**The input**

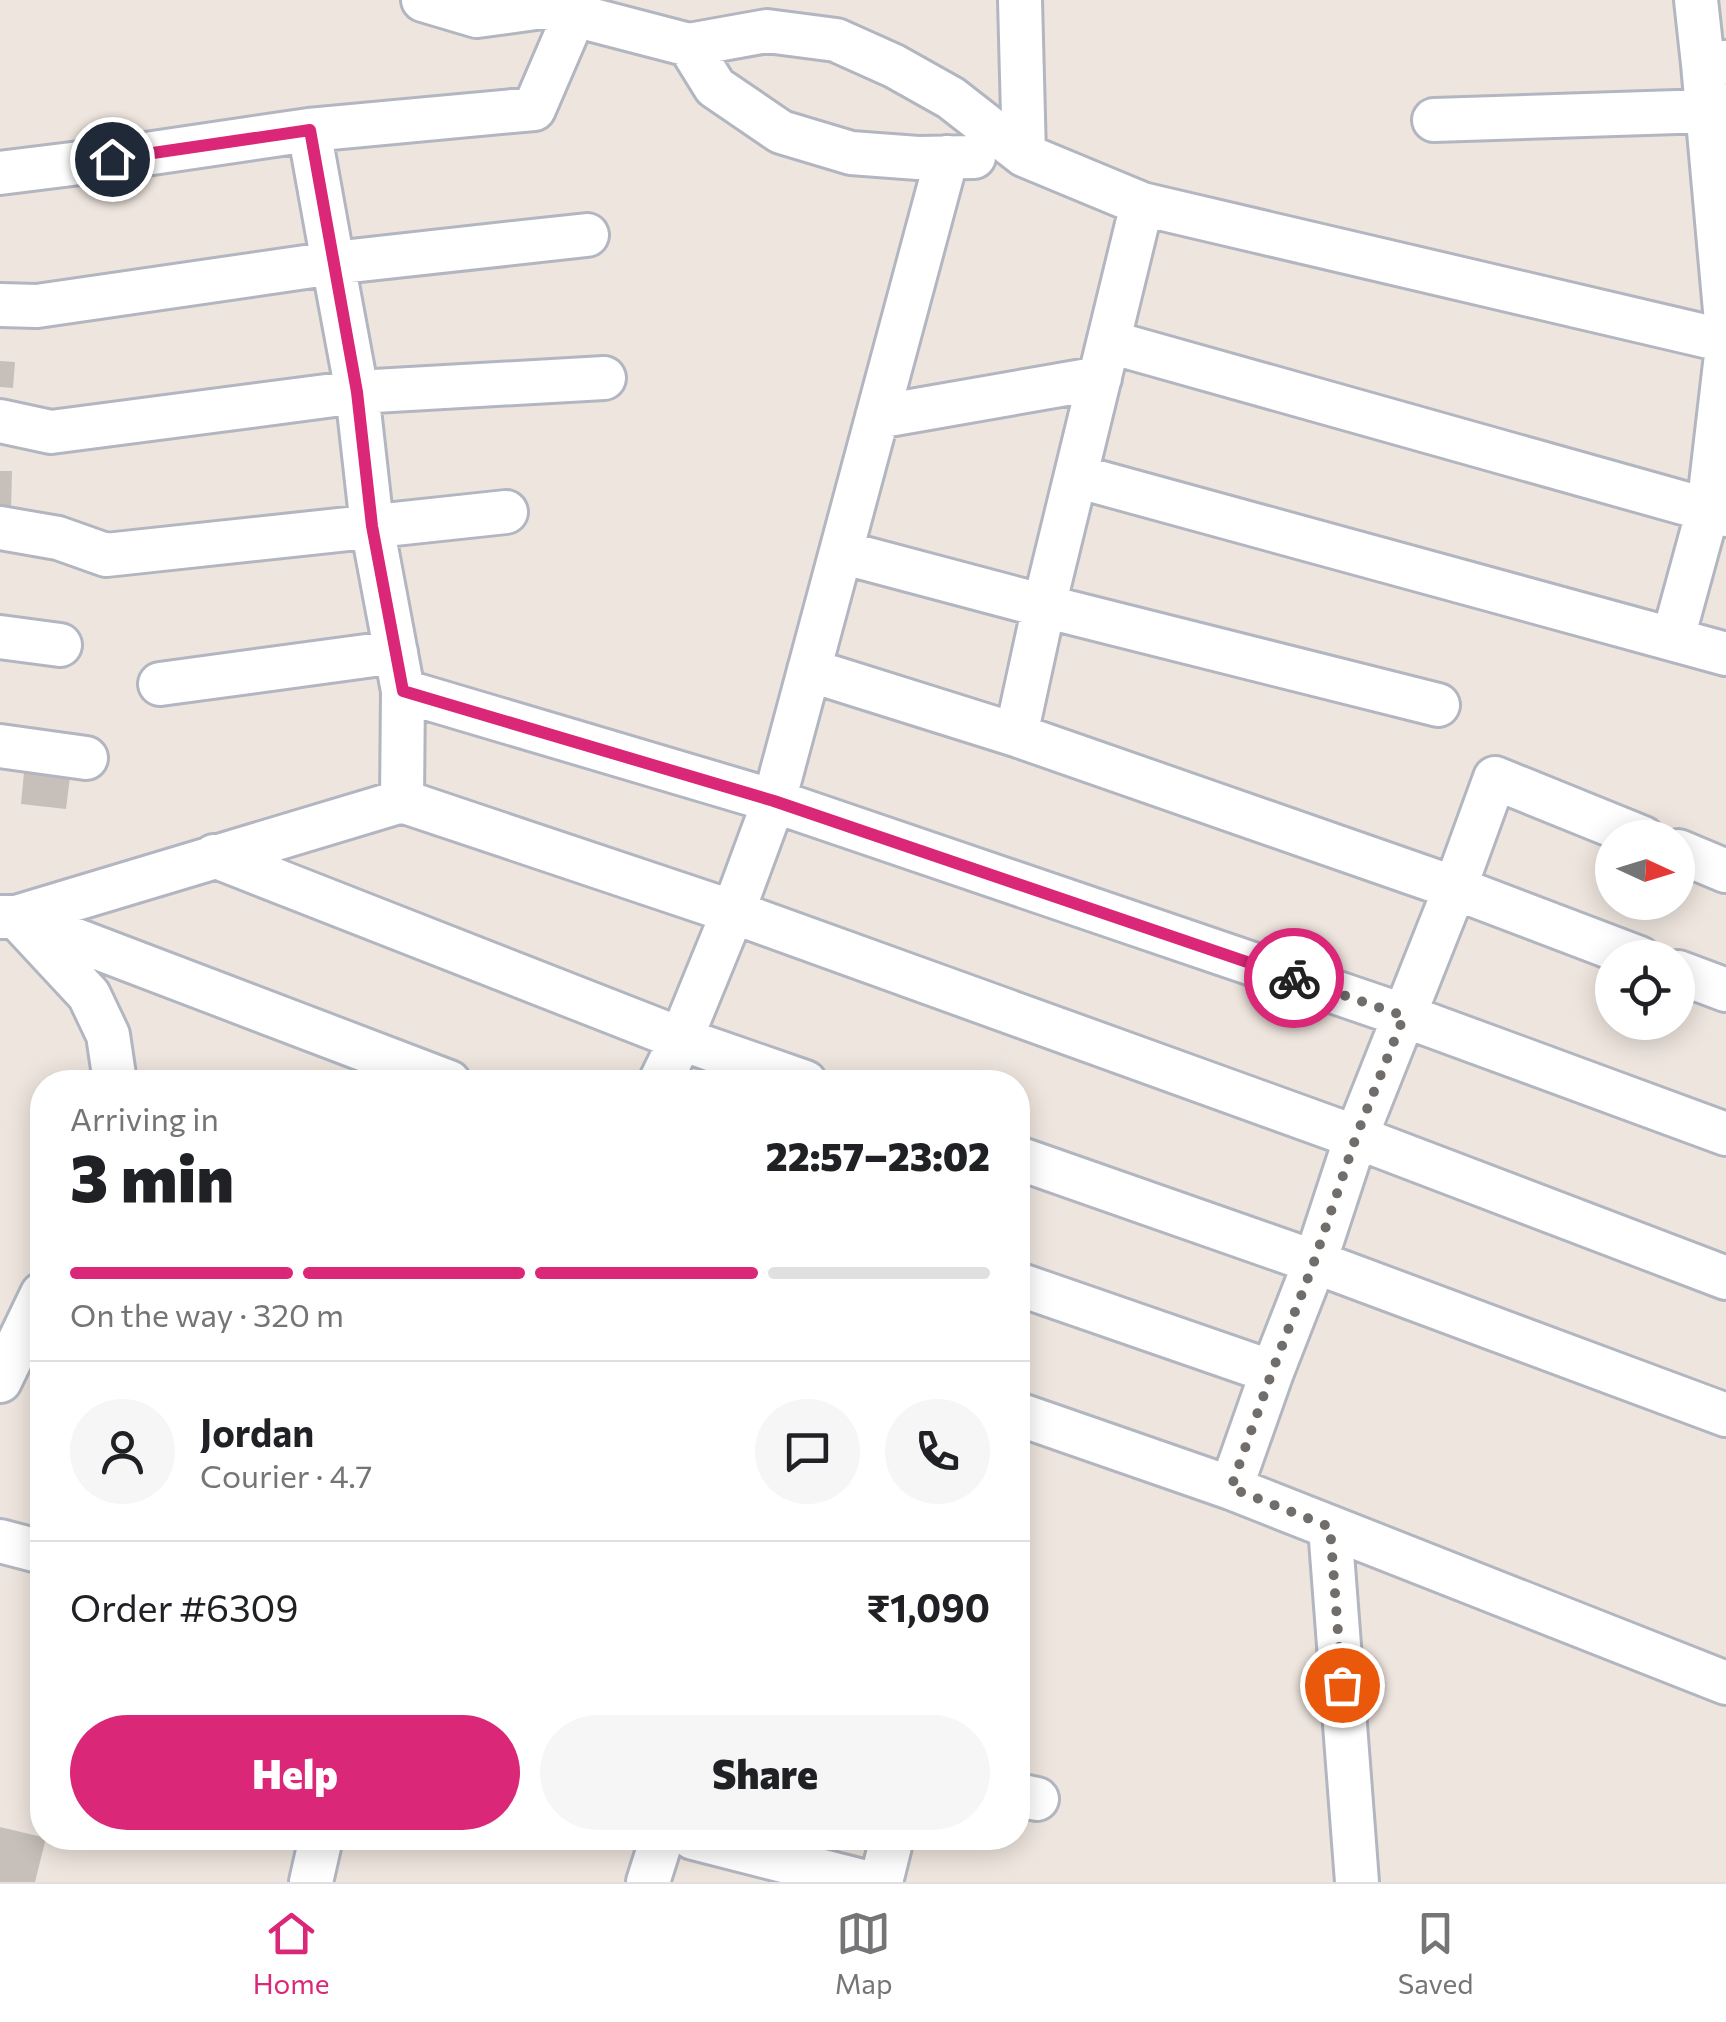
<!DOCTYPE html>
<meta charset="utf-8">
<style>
body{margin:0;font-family:Commissioner,sans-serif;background:#f6f6f6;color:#202124;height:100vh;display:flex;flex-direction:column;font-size:38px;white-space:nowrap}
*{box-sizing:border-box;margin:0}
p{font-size:32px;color:#757577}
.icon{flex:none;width:55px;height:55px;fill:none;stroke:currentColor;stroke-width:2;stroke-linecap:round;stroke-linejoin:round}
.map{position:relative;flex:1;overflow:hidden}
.sheet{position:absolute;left:30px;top:1070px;width:1000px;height:780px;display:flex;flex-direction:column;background:#fff;border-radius:40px;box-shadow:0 5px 25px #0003}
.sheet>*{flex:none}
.needle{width:65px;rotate:94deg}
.controls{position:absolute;left:1595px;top:820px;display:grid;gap:20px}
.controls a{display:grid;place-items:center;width:100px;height:100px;border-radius:50%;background:#fff;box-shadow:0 5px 25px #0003;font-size:50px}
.pin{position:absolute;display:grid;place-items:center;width:85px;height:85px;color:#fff;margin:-42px;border:5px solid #fff;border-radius:50%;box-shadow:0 2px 10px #0007}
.courier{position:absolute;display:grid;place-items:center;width:100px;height:100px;margin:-50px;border:8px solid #db2777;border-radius:50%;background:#fff;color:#222;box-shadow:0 2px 12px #0007}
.headline em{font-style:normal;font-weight:800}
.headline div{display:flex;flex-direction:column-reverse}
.headline{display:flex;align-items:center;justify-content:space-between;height:170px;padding:0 40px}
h1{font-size:65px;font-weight:800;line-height:75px}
.bar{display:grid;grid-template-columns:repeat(4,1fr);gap:15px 10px;align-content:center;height:120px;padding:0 40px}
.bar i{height:12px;border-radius:8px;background:#e0e0e0}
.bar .selected{background:#db2777}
.bar p{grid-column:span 4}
.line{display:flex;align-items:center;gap:25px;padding:0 40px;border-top:2px solid #e0e0e0}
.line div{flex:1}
.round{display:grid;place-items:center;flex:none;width:105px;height:105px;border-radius:52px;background:#f6f6f6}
.primary-button{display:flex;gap:20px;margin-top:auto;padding:20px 40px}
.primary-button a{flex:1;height:115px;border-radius:60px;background:#db2777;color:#fff;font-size:40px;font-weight:800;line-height:115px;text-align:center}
.primary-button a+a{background:#f6f6f6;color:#202124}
.menu{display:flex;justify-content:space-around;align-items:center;height:140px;border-top:2px solid #e0e0e0;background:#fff;font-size:28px;color:#757577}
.menu a{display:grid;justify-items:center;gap:5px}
.menu .selected{color:#db2777}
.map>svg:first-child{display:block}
.building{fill:#c6bfba}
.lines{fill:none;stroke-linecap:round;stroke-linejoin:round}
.minor-casing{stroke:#b2b6c0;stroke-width:48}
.minor{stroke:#fff;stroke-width:42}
.done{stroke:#706d6a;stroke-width:10;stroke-dasharray:0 18}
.route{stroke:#db2777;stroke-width:12}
</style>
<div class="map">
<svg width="1726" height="1882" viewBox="0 0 1726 1882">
<rect width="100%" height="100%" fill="#eee5de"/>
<path class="building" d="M 0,361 L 15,362 L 13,388 L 0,387 Z
M 0,471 L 12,471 L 11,511 L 0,511 Z
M 24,772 L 70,777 L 66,809 L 21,804 Z
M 0,1827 L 46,1838 L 35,1882 L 0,1882 Z"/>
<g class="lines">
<g class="minor-casing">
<path id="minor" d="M 423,0 L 477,16 L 543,7 L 689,45 L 767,31 L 836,40 L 894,66 L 951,98 L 1024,155 L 1142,204 L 1726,341
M 1020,0 L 1024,155
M 1696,0 L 1703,64 L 1726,62
M 689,45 L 715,87 L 781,132 L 851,153 L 918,158 L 974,157
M 1703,64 L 1726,322
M 1434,120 L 1708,111
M 309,130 L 333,263 L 587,235
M 0,173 L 112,159 L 309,130 L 534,109 L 574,16
M 0,305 L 37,306 L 333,263 L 357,392 L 372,526 L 403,691 L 402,801
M 1110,342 L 1726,515
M 877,417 L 1100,378
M 0,421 L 51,432 L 357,392 L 604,378
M 1076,476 L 1726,654
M 0,528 L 58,538 L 106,555 L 506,512
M 841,552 L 1044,606 L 1438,705
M 0,637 L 60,645
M 1673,638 L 1708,510 L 1726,355
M 809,670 L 1016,735 L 1455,888 L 1639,958
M 160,684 L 396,652
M 403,691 L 774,801 L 1405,1016 L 1726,1134
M 1016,735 L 1044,606 L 1142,204
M 0,746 L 86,758
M 1678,851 L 1726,871
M 214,856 L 681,1039 L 805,1082
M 0,917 L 16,917 L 402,801 L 733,912 L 1356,1137 L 1726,1278
M 16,917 L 449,1082
M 23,924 L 89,995 L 108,1035 L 115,1082
M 1678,972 L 1726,990
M 660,1082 L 681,1039 L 733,912 L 774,801 L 947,157
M 1018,1158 L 1315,1262 L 1726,1415
M 1018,1284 L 1272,1372
M 0,1381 L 42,1294
M 1018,1414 L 1231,1488 L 1726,1683
M 1231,1488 L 1272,1372 L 1315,1262 L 1356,1137 L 1455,888 L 1495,778 L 1643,838
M 1330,1527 L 1357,1882
M 0,1541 L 42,1552
M 1018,1795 L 1037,1799
M 693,1838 L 866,1882
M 311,1882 L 321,1838
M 648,1882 L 662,1838
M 881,1882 L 892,1838"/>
</g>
<use href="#minor" class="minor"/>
</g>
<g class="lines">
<path class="done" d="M 1294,978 L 1404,1016 L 1356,1137 L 1314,1262 L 1272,1372 L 1231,1488 L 1330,1527 L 1342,1685"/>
<path class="route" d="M 112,159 L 310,130 L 357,392 L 372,526 L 403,691 L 774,801 L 1294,978"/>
</g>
</svg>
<div class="controls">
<a><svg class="needle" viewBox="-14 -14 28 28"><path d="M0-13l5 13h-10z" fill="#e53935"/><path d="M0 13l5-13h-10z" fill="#757577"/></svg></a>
<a><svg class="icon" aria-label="locate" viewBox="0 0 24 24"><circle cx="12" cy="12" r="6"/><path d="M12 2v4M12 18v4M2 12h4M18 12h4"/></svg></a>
</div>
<div class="pin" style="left:1342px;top:1685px;background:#ea580c"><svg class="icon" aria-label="bag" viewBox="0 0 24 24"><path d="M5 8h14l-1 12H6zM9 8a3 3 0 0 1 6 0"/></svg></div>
<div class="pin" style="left:112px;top:159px;background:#1f2937"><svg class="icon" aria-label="home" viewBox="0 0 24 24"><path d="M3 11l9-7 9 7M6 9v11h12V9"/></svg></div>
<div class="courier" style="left:1294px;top:978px"><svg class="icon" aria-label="bike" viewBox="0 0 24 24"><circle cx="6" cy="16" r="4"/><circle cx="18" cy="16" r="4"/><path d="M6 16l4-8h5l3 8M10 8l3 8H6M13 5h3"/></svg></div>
<section class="sheet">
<div class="headline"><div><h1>3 min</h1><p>Arriving in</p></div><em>22:57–23:02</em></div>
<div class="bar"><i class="selected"></i><i class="selected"></i><i class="selected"></i><i></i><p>On the way · 320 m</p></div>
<div class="line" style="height:180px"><a class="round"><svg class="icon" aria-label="person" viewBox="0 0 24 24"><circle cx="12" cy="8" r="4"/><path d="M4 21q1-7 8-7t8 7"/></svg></a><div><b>Jordan</b><p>Courier · 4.7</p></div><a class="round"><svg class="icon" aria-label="chat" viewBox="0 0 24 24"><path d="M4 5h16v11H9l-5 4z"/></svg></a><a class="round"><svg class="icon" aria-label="phone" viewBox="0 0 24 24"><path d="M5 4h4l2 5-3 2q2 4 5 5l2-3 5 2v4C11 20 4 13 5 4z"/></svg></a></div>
<div class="line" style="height:130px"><div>Order #6309</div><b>₹1,090</b></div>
<div class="primary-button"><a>Help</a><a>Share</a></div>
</section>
</div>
<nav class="menu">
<a class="selected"><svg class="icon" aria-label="home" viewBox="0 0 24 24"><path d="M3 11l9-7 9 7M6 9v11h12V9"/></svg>Home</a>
<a><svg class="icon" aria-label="map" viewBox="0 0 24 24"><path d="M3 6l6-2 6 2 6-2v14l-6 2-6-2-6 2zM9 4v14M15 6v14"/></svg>Map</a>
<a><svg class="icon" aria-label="saved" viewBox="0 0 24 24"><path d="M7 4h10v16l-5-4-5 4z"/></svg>Saved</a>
</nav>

**Exercise description**
Say how many lines in the entries above contain the string "absolute". Give the number by itself.

**Result of the task**
4